Feeding the gods: Hundreds of skulls reveal massive scale of human sacrifice in Aztec capital
"The priest quickly sliced into the captive's torso and removed his still-beating heart. That sacrifice, one among thousands performed in the sacred city of Tenochtitlan, would feed the gods and ensure the continued existence of the world.
Death, however, was just the start of the victim's role in the sacrificial ritual, key to the spiritual world of the Mexica people in the 14th to the 16th centuries.
Priests carried the body to another ritual space, where they laid it face-up. Armed with years of practice, detailed anatomical knowledge, and obsidian blades sharper than today's surgical steel, they made an incision in the thin space between two vertebrae in the neck, expertly decapitating the body. Using their sharp blades, the priests deftly cut away the skin and muscles of the face, reducing it to a skull. Then, they carved large holes in both sides of the skull and slipped it onto a thick wooden post that held other skulls prepared in precisely the same way. The skulls were bound for Tenochtitlan's tzompantli, an enormous rack of skulls built in front of the Templo Mayora pyramid with two temples on top. One was dedicated to the war god, Huitzilopochtli, and the other to the rain god, Tlaloc.
"...Some conquistadors wrote about the tzompantli and its towers, estimating that the rack alone contained 130,000 skulls. But historians and archaeologists knew the conquistadors were prone to exaggerating the horrors of human sacrifice to demonize the Mexica culture. As the centuries passed, scholars began to wonder whether the tzompantli had ever existed.

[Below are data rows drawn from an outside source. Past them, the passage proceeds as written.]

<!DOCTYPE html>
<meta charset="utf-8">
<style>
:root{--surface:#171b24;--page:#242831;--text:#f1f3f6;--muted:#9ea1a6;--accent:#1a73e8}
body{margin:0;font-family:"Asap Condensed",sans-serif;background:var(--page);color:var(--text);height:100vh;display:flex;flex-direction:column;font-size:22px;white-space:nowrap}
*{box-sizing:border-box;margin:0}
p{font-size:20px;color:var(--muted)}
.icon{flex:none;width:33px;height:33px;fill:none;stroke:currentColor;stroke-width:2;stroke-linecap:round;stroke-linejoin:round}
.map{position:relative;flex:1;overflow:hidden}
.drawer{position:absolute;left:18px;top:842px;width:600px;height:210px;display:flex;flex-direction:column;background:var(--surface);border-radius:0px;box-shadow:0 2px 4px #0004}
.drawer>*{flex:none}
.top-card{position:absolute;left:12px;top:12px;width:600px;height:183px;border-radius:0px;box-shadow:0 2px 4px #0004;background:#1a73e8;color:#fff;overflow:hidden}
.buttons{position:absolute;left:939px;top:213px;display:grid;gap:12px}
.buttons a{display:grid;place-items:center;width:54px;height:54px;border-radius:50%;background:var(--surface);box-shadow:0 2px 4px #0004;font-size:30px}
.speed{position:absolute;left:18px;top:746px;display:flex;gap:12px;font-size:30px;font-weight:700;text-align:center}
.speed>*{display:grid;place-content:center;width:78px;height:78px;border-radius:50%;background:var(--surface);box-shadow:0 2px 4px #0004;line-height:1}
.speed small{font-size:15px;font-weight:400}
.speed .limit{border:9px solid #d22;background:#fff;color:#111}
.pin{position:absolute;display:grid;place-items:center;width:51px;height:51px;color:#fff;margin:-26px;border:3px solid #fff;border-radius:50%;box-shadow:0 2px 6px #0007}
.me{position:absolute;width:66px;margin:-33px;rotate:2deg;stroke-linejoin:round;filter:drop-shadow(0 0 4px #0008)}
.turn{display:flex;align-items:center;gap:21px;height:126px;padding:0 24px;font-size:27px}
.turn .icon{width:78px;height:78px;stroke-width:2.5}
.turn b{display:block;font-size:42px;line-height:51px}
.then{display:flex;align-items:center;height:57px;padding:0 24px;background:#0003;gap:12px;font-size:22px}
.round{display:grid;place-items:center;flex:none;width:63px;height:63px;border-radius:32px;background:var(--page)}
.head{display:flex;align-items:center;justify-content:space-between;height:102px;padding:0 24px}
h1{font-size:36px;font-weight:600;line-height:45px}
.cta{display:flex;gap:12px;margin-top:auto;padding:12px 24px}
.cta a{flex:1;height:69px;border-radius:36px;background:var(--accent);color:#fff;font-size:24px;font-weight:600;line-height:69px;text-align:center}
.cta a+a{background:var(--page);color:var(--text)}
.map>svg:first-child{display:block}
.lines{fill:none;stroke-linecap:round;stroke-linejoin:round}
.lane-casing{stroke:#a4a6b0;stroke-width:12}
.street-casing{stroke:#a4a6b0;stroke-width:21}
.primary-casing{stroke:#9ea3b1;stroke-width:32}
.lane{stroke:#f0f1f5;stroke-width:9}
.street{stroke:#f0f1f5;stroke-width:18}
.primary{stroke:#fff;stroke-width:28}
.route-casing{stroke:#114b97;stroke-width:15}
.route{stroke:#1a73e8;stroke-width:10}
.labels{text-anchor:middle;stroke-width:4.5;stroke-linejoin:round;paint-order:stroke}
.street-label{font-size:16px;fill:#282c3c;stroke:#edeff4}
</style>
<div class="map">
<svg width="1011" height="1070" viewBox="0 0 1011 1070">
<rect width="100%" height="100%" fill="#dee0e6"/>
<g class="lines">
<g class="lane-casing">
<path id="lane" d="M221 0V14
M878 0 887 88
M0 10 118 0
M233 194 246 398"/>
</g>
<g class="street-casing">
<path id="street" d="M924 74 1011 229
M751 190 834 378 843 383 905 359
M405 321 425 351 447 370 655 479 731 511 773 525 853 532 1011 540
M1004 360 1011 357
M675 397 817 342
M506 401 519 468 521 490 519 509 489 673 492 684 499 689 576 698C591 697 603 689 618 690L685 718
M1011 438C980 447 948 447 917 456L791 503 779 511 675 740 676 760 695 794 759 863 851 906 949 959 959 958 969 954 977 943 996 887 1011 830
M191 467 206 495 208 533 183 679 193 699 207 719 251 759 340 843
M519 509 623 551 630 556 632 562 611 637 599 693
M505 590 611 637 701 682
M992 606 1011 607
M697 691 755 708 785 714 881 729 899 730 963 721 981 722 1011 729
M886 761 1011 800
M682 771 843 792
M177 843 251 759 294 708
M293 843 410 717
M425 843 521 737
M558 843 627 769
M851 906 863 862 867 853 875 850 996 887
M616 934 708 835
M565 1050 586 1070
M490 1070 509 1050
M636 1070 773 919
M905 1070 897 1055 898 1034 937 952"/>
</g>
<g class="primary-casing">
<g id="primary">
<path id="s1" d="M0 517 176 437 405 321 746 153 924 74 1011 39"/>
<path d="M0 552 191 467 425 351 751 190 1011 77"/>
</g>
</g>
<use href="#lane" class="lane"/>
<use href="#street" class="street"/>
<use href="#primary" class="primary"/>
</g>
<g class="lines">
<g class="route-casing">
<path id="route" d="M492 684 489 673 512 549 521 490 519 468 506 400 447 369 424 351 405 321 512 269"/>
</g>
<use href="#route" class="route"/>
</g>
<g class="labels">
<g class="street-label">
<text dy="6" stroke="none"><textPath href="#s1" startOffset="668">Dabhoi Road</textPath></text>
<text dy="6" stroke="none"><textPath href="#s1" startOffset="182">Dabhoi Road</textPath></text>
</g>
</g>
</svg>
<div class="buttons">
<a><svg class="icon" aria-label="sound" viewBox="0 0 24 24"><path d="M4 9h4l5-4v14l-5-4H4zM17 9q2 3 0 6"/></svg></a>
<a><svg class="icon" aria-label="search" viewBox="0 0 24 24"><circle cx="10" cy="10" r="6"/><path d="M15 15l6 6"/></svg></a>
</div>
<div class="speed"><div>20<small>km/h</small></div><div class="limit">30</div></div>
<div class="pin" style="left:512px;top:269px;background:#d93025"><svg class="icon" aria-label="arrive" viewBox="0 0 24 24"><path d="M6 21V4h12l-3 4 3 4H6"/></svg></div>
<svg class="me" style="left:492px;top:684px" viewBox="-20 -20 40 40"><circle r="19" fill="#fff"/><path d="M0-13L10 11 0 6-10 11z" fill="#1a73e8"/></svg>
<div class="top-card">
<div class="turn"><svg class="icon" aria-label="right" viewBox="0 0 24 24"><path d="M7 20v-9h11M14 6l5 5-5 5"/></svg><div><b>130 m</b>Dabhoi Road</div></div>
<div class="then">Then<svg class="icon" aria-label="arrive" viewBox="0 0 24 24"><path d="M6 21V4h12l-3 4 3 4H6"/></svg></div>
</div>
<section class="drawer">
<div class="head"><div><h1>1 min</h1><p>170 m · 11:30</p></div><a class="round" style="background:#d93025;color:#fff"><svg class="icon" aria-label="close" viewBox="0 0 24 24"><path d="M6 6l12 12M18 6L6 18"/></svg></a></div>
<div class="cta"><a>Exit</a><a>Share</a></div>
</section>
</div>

"Archaeologists at the National Institute of Anthropology and History (INAH) here can now say with certainty that it did. Beginning in 2015, they discovered and excavated the remains of the skull rack and one of the towers underneath a colonial period house on the street that runs behind Mexico City's cathedral. (The other tower, they suspect, lies under the cathedral's back courtyard.) The scale of the rack and tower suggests they held thousands of skulls, testimony to an industry of human sacrifice unlike any other in the world. Now, archaeologists are beginning to study the skulls in detail, hoping to learn more about Mexica rituals and the postmortem treatment of the bodies of the sacrificed. The researchers also wonder who the victims were, where they lived, and what their lives were like before they ended up marked for a brutal death at the Templo Mayor...."
:-))
One of the things I always found interesting about Cortez’z conquest of Mexico was how the Spanish quickly converted some of the Indian nobles into the Spanish nobility.
For example (I find this to be amazing!) there is a direct descendant of Montezuma living in Spain as a Spanish nobleman.
https://en.wikipedia.org/wiki/Duke_of_Moctezuma_de_Tultengo
Current tile holder: Juan José Marcilla de Teruel-Moctezuma y Valcárcel 2014 present
Mel Gibson’s movie Apocalyto does a good job of highlighting their bestial savagery.